▶ **TASK TO CARRY OUT**: For the data that follows, report how many lines include the string "linejoin", and write the number alone.

Stored data entries:
━━━━
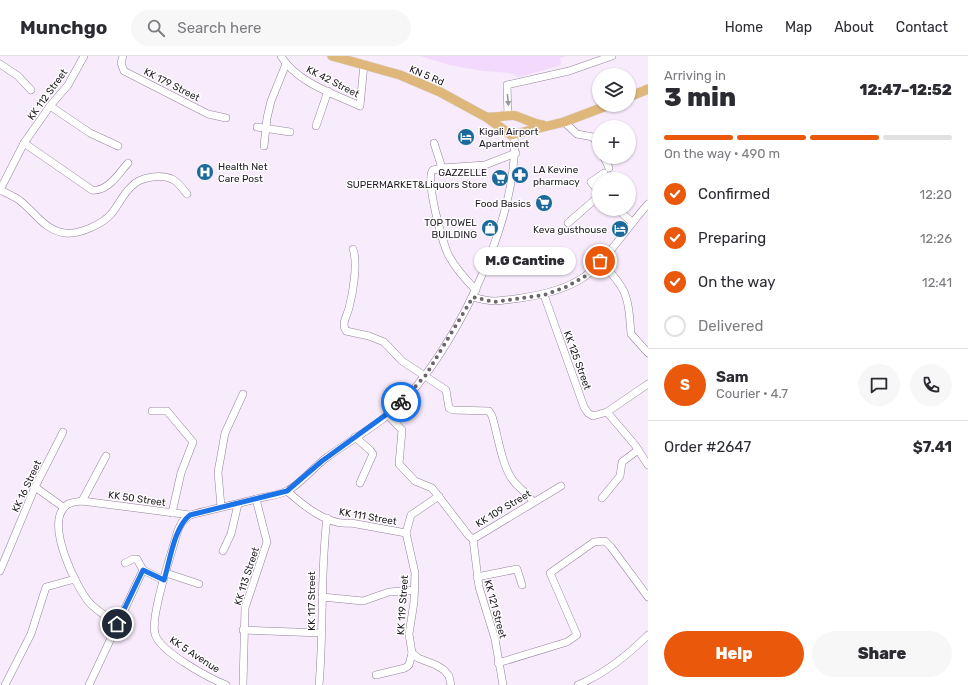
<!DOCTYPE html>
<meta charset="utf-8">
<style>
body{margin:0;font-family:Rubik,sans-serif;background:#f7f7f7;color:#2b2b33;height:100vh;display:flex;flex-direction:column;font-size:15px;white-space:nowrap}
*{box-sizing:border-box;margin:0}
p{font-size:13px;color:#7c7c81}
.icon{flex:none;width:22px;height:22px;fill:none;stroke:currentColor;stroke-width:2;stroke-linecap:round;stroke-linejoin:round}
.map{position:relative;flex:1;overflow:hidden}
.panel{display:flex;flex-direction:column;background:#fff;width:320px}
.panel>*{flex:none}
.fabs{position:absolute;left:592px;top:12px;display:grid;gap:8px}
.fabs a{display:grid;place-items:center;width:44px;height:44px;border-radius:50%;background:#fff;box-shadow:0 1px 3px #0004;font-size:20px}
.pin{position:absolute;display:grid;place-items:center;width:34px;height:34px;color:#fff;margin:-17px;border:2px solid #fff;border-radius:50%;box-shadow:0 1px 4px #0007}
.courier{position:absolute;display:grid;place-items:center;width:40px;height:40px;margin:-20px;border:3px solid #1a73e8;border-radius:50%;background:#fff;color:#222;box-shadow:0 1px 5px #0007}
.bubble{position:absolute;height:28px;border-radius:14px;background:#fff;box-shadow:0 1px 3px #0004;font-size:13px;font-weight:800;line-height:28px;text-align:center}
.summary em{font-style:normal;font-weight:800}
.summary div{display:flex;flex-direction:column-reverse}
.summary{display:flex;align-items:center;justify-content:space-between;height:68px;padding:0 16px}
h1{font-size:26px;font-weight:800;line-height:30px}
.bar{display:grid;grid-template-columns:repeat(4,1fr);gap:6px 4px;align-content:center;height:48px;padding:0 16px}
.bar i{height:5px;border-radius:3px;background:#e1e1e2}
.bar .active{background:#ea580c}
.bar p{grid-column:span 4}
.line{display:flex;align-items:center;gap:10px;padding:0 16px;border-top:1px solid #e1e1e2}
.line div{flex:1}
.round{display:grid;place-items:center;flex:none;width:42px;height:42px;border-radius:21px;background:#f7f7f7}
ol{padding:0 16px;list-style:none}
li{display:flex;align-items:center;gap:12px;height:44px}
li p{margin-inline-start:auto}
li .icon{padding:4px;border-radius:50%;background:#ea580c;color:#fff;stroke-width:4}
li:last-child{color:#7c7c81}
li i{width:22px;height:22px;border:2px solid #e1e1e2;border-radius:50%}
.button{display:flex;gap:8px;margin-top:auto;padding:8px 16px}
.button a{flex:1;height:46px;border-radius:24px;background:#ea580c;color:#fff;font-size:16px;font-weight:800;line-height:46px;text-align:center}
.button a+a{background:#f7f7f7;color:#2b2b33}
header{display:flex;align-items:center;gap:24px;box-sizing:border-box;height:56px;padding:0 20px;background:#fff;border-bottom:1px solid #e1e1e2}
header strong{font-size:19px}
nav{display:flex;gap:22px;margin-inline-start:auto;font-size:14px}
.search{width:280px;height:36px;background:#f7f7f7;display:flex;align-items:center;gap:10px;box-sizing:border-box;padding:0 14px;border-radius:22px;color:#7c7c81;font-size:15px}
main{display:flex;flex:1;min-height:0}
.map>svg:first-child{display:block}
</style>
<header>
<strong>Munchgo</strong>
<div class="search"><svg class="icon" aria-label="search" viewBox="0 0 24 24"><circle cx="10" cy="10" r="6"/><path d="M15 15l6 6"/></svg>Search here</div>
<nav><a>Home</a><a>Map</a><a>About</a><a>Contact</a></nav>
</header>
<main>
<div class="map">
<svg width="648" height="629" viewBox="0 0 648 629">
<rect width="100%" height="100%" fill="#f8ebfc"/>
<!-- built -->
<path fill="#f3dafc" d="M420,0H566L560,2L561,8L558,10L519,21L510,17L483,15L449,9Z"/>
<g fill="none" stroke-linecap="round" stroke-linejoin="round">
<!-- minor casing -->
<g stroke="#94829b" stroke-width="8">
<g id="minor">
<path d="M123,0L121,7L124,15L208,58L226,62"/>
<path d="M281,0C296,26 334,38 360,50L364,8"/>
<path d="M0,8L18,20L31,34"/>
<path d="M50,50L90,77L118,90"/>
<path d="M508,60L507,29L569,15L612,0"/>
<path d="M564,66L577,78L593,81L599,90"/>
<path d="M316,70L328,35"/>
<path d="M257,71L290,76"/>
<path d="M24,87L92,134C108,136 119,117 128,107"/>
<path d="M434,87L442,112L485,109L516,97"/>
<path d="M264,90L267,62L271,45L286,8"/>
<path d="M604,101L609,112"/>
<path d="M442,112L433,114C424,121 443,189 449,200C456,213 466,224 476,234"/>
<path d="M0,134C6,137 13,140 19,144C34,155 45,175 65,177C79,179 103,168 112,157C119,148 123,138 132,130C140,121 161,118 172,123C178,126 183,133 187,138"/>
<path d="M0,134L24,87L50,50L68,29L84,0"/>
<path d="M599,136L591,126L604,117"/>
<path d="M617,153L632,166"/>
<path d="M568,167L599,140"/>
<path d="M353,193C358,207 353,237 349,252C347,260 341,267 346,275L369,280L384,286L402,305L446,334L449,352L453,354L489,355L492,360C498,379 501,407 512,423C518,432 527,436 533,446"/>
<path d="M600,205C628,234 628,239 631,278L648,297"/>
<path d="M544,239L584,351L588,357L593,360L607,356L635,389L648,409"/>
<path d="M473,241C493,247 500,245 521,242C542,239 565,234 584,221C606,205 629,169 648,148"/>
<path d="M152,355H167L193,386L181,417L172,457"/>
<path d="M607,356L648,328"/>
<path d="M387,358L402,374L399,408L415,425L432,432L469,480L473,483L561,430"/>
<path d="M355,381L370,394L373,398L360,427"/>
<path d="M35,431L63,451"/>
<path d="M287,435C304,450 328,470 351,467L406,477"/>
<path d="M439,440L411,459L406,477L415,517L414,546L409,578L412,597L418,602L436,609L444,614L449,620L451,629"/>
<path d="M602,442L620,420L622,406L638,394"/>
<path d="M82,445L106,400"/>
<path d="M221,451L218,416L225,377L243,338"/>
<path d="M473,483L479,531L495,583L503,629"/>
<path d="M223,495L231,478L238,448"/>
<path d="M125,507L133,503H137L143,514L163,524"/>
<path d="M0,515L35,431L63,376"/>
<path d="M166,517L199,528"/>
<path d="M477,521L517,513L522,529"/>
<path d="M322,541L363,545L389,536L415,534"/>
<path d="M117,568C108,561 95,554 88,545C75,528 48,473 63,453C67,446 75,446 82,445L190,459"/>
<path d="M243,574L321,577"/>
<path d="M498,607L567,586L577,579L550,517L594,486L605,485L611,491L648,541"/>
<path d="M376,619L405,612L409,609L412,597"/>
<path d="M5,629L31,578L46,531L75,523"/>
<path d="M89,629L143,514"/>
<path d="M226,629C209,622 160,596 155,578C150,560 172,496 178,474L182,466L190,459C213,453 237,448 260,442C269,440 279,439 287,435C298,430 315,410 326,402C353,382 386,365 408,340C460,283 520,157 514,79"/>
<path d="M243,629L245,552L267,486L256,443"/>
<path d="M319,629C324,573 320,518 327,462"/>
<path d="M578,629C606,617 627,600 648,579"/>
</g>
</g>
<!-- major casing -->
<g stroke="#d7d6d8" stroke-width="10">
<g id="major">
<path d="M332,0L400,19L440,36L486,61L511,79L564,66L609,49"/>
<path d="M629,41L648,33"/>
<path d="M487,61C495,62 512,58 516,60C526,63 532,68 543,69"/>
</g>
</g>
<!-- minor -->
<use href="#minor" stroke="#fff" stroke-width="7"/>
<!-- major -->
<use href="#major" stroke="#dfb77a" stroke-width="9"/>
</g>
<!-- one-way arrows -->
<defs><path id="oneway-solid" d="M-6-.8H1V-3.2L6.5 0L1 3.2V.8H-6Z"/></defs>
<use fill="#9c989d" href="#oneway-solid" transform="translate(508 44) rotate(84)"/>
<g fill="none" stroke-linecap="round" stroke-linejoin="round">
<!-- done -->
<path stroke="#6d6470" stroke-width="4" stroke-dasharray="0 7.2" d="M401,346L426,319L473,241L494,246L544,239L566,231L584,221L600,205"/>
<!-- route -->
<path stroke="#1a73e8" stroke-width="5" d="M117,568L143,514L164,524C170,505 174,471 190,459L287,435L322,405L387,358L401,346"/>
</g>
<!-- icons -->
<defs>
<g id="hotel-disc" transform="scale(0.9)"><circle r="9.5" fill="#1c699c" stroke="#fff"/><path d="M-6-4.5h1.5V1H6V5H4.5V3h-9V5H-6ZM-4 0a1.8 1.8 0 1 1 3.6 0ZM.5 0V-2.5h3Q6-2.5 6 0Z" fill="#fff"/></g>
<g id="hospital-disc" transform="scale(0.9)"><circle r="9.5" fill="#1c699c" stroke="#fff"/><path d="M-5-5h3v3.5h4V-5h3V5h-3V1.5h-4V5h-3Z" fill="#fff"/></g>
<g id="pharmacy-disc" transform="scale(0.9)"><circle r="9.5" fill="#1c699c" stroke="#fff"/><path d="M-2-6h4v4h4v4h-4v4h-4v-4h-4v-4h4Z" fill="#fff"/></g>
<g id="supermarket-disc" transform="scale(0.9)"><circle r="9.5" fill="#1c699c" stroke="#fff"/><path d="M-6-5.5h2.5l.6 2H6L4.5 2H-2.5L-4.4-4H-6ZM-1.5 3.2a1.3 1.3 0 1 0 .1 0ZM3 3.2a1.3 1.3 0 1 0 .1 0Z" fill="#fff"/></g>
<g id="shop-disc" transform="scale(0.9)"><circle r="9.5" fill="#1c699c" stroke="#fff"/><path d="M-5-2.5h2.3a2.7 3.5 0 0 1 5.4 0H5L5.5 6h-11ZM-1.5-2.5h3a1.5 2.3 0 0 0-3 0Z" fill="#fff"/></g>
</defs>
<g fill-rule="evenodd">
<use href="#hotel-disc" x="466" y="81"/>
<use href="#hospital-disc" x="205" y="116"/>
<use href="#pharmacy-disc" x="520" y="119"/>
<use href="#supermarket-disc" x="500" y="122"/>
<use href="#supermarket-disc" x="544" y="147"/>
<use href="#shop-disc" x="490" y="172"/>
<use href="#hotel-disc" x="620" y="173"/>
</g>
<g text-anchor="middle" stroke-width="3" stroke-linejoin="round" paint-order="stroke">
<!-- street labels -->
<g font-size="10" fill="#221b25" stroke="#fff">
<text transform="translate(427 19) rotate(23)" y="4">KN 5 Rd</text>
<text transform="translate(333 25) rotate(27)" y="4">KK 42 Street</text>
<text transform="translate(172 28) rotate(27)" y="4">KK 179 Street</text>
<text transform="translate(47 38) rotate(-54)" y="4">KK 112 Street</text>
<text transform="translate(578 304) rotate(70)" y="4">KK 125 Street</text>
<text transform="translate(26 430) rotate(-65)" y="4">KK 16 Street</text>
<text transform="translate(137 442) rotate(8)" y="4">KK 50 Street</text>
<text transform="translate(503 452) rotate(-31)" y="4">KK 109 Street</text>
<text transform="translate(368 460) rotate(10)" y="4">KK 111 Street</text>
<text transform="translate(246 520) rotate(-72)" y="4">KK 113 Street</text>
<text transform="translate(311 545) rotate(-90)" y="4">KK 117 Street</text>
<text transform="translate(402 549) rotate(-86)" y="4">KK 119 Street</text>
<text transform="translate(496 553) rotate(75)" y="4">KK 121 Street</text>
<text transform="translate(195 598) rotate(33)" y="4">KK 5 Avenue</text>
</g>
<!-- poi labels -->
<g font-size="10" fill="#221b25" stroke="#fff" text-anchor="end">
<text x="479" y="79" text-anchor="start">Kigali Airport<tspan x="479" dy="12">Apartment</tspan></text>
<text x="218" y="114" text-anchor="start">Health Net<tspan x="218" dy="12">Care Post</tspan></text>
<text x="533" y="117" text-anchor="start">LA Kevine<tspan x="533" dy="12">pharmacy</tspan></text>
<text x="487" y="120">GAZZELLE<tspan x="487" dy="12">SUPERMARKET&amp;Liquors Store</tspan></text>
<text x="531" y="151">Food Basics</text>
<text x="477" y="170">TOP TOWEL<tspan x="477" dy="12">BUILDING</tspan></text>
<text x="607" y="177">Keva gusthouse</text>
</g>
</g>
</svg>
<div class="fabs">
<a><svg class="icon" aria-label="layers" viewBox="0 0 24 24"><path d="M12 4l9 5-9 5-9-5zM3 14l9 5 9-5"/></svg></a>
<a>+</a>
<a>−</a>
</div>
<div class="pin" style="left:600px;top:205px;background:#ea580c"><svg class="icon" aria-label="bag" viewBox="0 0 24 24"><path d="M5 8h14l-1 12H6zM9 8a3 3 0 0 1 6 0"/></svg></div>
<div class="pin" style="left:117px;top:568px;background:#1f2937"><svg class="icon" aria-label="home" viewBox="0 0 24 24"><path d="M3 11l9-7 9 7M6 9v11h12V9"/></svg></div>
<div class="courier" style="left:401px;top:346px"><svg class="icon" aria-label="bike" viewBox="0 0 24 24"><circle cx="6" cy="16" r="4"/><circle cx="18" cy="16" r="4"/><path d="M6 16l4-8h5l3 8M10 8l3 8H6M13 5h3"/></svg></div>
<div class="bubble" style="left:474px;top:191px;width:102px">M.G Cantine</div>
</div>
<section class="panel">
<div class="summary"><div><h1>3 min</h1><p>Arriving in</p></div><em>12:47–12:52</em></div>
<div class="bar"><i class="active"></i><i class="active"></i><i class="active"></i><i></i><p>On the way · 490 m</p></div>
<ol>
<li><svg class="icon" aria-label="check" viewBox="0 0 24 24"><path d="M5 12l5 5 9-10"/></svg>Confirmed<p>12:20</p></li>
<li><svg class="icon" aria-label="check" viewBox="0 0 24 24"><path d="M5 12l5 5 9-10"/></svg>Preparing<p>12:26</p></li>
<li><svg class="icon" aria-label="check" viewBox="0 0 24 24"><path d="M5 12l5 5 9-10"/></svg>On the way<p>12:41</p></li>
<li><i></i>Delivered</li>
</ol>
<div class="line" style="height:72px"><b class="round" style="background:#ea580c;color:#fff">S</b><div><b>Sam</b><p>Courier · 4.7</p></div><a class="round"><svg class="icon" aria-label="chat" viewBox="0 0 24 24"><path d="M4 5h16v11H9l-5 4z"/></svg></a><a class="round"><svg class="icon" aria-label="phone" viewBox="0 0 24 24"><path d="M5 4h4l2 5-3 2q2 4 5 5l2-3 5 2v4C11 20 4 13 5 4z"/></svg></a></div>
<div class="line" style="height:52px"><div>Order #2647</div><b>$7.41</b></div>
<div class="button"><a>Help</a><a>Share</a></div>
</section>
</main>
━━━━
▶ **OUTPUT OF THE TASK**: 4